Mr. Moderator

Mr. Moderator

When not blogging Mr. Moderator enjoys baseball, cooking, and falconry.

Jun 102010
 

Organic, farm-fresh herb.

I’m home sick again, surrounded by way too much pollen! Following a visit to the doctor I found myself ready for an early lunch, so while waiting for a prescription I drove over to our local Chipotle, a fairly new (to our area, at least) burrito chain. We love the place. It’s simple; portions are large, tasty, and reasonably priced; and it’s hippified! What little decor they have is earth-toned and ’60s-based. There are signs touting the free-range, voluntary cow-and-chicken-to-slaughter nature of the meats. Even the napkins are healthy and hip – you know, those rough, multi-grained ones that never quite get all the grease off your hands and face but make you feel great about helping the planet in not doing so. There’s this note on the back of the napkins:

Our napkins are made without bleach and from 90% post consumer recycled paper. Use them again to wipe the guac off your chin.

I’m not a big fan of “guac,” but doesn’t that blurb make you feel warm and fuzzy?

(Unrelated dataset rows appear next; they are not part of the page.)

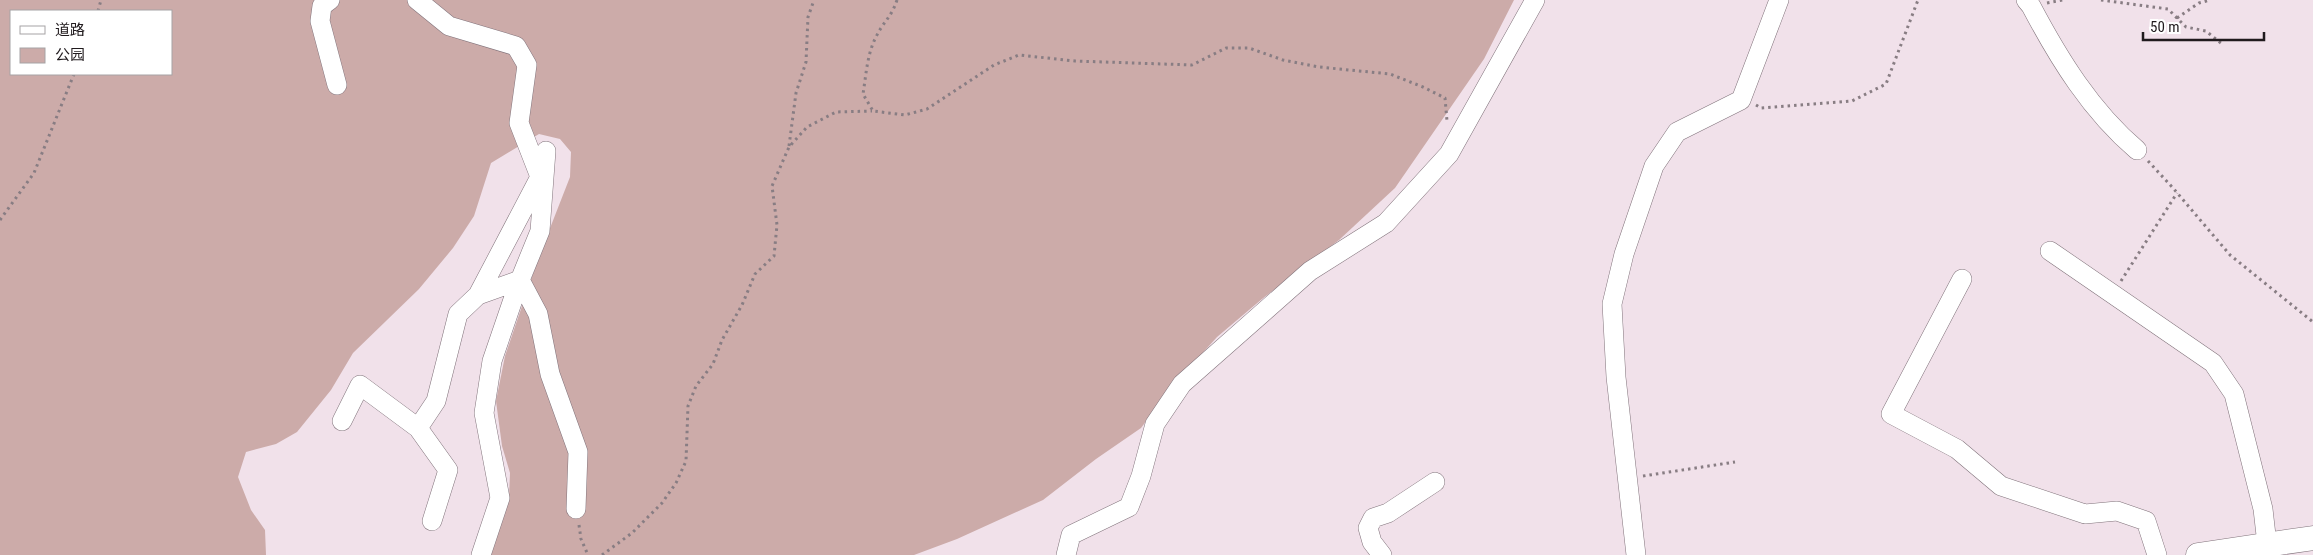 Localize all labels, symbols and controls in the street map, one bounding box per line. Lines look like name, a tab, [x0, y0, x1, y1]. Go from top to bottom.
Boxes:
legend	[10, 10, 172, 75]
scale bar	[2143, 10, 2264, 42]
text: 50 m	[2150, 18, 2180, 36]
text: 道路	[55, 21, 85, 39]
text: 公园	[55, 46, 85, 64]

Next to the food and the always-pleasant, young staff (the kids in our Chipotle, at least, are like the fast-food equivalents of Apple Store staff: energetic, hip, ambitious… You know they’re not going to be stuck behind a fast-food counter the rest of their lives), however, the thing I dig most about Chipotle is the music they play. One time I walked in and The Clash‘s “Washington Bullets” was blaring over the soundsystem. How I love that song, and how it seemed to fit – more or less – in Chipotle’s progressive take on fast food! Today, while paying for my burrito, I heard something from The Clash catalog that, in 1979, I never expected to hear on a corporate playlist and then a few years later regretted having to hear in the form of the singles from Combat Rock. Today, in Chipotle, I heard something hipper than “Washington Bullets.” It wasn’t “Bankrobber.” It wasn’t even “Bankrobber Dub.” It was the Mickey Dread-toasting dub version of “Bankrobber,” a version so hip and obscure that even this Clash fan can’t remember the exact name without having to look it up (and I’m not doing that right now, sorry).

Which corporate chain has your favorite playlist?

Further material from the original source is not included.